Blair added: "I think that is a wee bit different to last time.It's hard to explain, but it felt like all the eyes were on you as captain (in 2008-9], and I think we've been able to develop over the last couple of years. With experience comes more confidence in speaking. John Barclay's up to 20 caps; Graeme Morrison has started the last two or three years' worth of internationals. It wasn't a burden before, just a different style of captaincy. I don't feel all eyes are on me at the moment. There are plenty guys around the squad now who have the ability to captain the team therefore have the ability to help with the leadership."
Hadden spoke of his being in charge of a young squad that would mature at some stage and I have written in these columns before that Robinson is reaping the benefit of that maturing process, underlined yesterday by Blair. The scrum-half was also philosophical about his having to wait until now to win a start under Robinson, pointing out that it was only ten games - Cusiter had to wait 15 to oust Blair under Matt Williams - and that he had suffered with injury, form and good rivals during that period.
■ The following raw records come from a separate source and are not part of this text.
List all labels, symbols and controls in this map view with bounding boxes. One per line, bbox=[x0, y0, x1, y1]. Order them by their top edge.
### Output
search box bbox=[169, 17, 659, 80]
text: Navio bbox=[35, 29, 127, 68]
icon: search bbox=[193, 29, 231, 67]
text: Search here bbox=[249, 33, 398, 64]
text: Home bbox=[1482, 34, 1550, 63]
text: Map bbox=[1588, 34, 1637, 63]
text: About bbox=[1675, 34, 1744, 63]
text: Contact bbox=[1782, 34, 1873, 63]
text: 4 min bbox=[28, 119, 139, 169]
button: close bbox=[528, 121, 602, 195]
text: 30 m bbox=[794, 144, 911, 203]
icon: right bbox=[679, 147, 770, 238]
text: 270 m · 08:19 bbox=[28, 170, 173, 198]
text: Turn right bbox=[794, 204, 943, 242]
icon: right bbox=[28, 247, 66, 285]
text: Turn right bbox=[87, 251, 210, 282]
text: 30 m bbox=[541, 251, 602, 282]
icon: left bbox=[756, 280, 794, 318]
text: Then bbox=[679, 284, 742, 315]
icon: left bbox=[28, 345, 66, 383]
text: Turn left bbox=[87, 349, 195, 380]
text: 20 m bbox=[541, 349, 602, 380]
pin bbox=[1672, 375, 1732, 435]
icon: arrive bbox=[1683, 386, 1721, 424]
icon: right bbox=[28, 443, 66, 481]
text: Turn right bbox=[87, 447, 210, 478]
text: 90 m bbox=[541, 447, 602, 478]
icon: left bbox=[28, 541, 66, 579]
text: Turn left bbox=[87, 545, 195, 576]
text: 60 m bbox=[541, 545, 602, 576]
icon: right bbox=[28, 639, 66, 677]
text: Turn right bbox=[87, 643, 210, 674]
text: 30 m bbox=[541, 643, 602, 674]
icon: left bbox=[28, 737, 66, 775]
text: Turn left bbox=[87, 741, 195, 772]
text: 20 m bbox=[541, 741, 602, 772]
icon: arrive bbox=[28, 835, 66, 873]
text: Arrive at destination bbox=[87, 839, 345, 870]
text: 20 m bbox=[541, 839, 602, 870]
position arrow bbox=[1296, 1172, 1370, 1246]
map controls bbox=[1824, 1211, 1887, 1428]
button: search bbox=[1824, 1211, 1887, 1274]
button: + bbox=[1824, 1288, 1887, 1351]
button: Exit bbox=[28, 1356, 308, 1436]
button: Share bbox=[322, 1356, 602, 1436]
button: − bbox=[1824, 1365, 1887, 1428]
He also reiterated how the perception that he was back to his attacking best this season also owed something to a change in approach by Edinburgh, from an attacking style that revolved around stand-off to one that now has the scrum-half more at its centre. Where the Blair humour showed itself, and highlighted the now 29-year-old's own maturity, was when asked if he was fazed by the fact that Scotland had not beaten New Zealand in 105 years and 27 Test matches.
"If I'd been playing for 105 years and through 27 games I think it might play on your mind," he replied, with a wry smile. "But, no, this is a completely new squad, even to the one that played in 2008 against them. Obviously, the All Blacks do have this aura but we as a squad definitely have the belief that if we can match them skill-wise, energy-wise, and with the enthusiasm and decision-making, the crowd will play a massive part and get behind us, and that is how we can envisage putting ourselves in a position where we can win a Test match against New Zealand. Every international we go into we go in to win the game. Obviously, some games are harder to win than others, but that just means we've got to be more accurate with what we are doing to put us in the position to win the game."
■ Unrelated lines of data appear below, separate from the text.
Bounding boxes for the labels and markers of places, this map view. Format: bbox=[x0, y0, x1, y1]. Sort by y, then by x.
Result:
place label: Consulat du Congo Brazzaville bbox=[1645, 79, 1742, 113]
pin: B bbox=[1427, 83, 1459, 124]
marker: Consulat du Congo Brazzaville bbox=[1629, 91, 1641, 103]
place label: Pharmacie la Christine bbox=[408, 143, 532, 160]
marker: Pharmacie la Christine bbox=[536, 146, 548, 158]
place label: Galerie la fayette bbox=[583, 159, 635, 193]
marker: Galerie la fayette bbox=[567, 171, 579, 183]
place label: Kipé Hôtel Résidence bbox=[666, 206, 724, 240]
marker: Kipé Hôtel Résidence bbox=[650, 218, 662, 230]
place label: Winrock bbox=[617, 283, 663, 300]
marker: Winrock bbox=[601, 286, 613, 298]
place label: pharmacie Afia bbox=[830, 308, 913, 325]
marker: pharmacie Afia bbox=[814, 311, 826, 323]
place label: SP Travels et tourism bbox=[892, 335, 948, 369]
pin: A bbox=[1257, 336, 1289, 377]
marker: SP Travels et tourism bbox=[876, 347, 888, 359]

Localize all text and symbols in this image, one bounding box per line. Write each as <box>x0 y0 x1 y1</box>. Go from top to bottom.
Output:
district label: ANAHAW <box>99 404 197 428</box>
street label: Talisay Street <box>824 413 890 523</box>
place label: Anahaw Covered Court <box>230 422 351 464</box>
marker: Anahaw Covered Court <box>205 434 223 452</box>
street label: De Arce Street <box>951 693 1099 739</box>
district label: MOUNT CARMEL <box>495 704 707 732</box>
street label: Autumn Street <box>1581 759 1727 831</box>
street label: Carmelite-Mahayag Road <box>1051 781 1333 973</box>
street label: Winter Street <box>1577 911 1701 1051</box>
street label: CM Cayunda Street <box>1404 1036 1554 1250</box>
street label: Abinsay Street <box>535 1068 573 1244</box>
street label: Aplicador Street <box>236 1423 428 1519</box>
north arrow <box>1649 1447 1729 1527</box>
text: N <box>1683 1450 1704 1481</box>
Blair continued: "But the past is past. We've watched it on the television, seen Scotland-New Zealand games, but this is a unique team on a unique day. Obviously, if we were to win the game we'd be doing something that many a legend has not done. At the 'Scottish Rugby Hall of Fame' dinner last week, of all those fantastic names mentioned no-one had beaten New Zealand (in a Scotland jersey], so obviously there is that history behind it, but I don't think it's a motivating factor.I think there are enough motivating factors before we look at that."
What he does look at, however, is that burgeoning strength that comes from experience within the Scotland set-up. Robinson has worked particularly hard to spread the load across his players, appointing leaders such as Parks, Morrison, Barclay, Ford, Jim Hamilton and Blair to take responsibility for specific areas of the game. He is not the first Scotland coach to try such an approach, but he has a depth of quality now that underpins the confidence emanating from his players.
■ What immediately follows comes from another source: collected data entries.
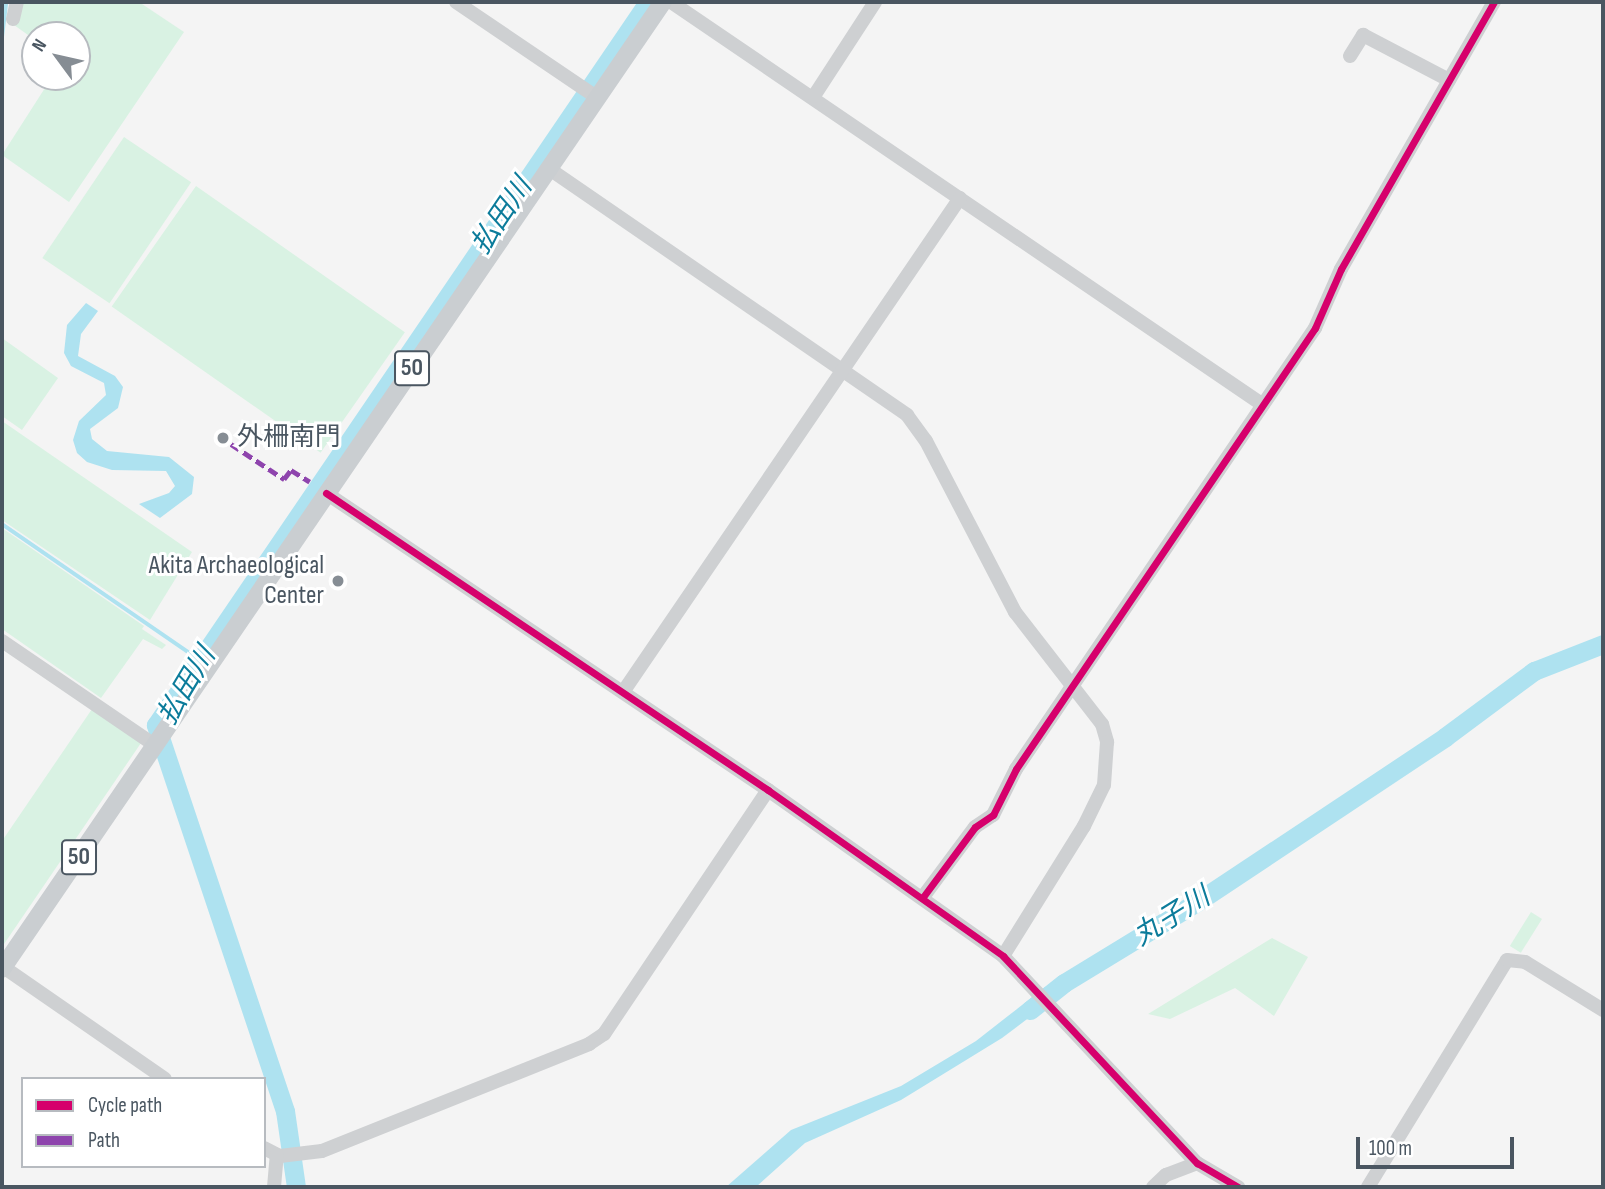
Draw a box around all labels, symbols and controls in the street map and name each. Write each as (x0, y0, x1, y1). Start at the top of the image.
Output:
north arrow (21, 21, 91, 91)
text: N (27, 35, 52, 56)
water label: 払田川 (465, 172, 539, 260)
road number: 50 (393, 348, 431, 388)
place label: 外柵南門 (237, 422, 341, 454)
marker: 外柵南門 (215, 430, 231, 446)
place label: Akita Archaeological Center (149, 550, 324, 612)
marker: Akita Archaeological Center (330, 573, 346, 589)
water label: 払田川 (151, 641, 223, 731)
road number: 50 (60, 836, 98, 878)
water label: 丸子川 (1127, 880, 1217, 954)
legend (21, 1077, 266, 1168)
text: Cycle path (88, 1093, 162, 1118)
scale bar (1360, 1122, 1518, 1166)
text: Path (88, 1128, 120, 1153)
text: 100 m (1369, 1136, 1412, 1161)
"That experience definitely brings more strength," Blair concluded. "The fact that guys like Barclay, Morrison, Sean Lamont etc, have been consistently playing international rugby means that this is a stronger squad.
"We also have young guys training with the squad coming up through the ranks like Ruaridh Jackson who it's going to be completely new to, but I think that experience will bring an extra bit of edge we didn't have in 2008."